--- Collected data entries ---
◇ ◇ ◇
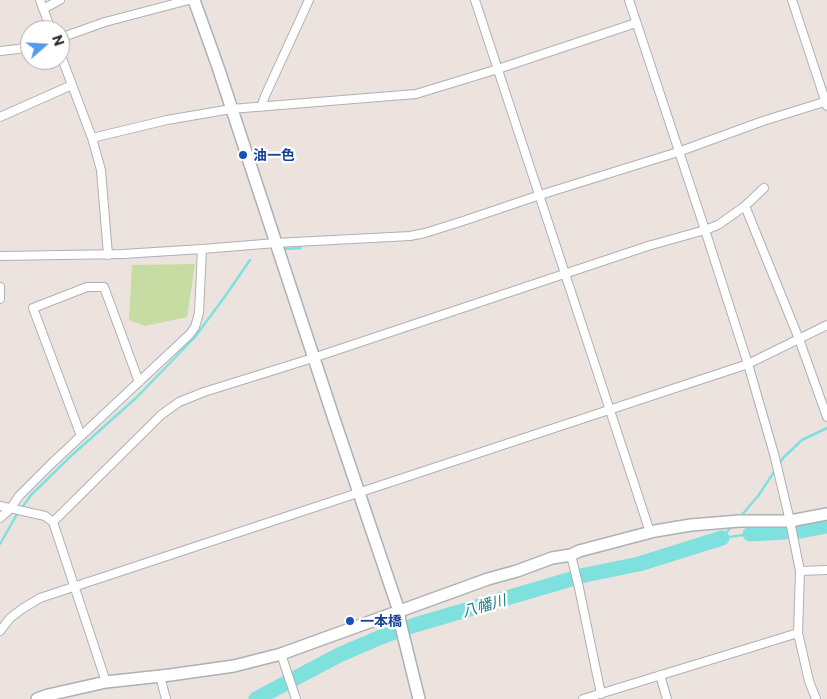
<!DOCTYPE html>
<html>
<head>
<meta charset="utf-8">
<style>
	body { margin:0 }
	#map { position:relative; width:827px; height:699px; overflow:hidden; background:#ece3df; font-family:Commissioner,sans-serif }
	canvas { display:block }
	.north { position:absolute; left:20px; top:20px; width:50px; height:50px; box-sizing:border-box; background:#fff; border:1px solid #aaa; border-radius:50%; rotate:71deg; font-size:14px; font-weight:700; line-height:20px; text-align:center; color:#2b2b2b }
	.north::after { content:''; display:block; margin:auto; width:18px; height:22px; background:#529be6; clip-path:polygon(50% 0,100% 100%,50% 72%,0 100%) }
</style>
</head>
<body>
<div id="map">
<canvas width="827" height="699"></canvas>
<div class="north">N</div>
</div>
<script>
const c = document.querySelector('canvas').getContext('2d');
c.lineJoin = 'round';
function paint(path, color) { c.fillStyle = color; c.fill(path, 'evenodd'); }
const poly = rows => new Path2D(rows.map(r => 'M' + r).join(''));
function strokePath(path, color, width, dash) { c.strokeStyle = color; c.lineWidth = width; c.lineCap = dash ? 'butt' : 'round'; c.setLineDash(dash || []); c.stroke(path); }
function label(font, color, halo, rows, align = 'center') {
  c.font = font + ' Commissioner,"Noto Sans JP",sans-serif'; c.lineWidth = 4.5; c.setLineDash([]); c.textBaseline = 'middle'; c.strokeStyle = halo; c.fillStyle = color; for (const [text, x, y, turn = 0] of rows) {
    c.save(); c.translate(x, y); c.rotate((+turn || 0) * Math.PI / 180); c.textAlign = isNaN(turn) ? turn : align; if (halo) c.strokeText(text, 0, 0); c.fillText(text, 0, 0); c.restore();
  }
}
paint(poly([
	[195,264,187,317,145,326,129,320,132,265]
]), '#c7dca2');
strokePath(poly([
	[284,249,301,248],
	[779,464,784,457,802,440,827,428],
	[741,516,758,496,776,469],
	[732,526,722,538,750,534],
	[0,544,16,516,31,495,71,456,136,398,195,337,226,295,250,260]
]), '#7fe1de', 2.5);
strokePath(poly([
	[799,531,827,526],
	[750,534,785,532],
	[256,699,339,655,381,637,415,625,585,575,639,564,722,538]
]), '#7fe1de', 15);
const street = poly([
	[40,0,51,30],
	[475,0,650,532],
	[629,0,705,230,748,364,774,454,790,521,800,571,798,633,809,681,816,699],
	[792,0,827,106],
	[43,9,60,0],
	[60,38,105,22,189,0],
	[0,51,18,49,30,46],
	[60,53,92,138],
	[261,107,265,96,309,0],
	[0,117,72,85],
	[745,206,799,339,827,417],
	[108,255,101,170,92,138,167,120,231,109,416,94,498,69,636,23],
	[0,256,123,254,202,249,276,243,410,236,425,233,463,221,540,195,678,152,763,121,827,101],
	[0,287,0,299],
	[81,436,33,308,87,287,104,287,139,382],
	[0,506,45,516,53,522],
	[0,518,11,508,19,496,50,465,190,334,195,327,199,313,202,249],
	[571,555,579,588,601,694],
	[800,571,827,570],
	[0,631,10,618,22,609,40,598,748,364,827,325],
	[281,654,296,699],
	[660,675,667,699],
	[160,676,166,699],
	[106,682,53,522,161,415,179,402,204,392,313,358,648,246,705,230,718,225,745,206,764,188],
	[583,699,798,633]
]);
const secondary = poly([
	[194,0,218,67,334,419,399,611,400,622,419,699],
	[37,699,48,695,106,682,170,675,234,666,281,654,488,579,517,571,552,558,571,555,579,551,655,531,691,525,739,521,790,521,827,514]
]);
strokePath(street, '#acb1b6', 10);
strokePath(secondary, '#acb1b6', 14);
strokePath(street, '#fff', 8);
strokePath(secondary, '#fff', 11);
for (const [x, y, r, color] of [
	[243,155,5,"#1a4fb4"],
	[350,621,5,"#1a4fb4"]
]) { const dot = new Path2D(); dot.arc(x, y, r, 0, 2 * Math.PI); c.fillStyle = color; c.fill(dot); strokePath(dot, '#fff', 2); }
label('bold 14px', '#164399', '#fff', [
	["油一色",253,155],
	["一本橋",360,621]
], 'left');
label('italic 15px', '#1c7e82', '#fff', [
	["八幡川",484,606,-16]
]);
</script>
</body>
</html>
◇ ◇ ◇
--- Exercise details ---
Tally the lines of the records above that contain the word "rotate". Give only the total.

--- Answer area ---
2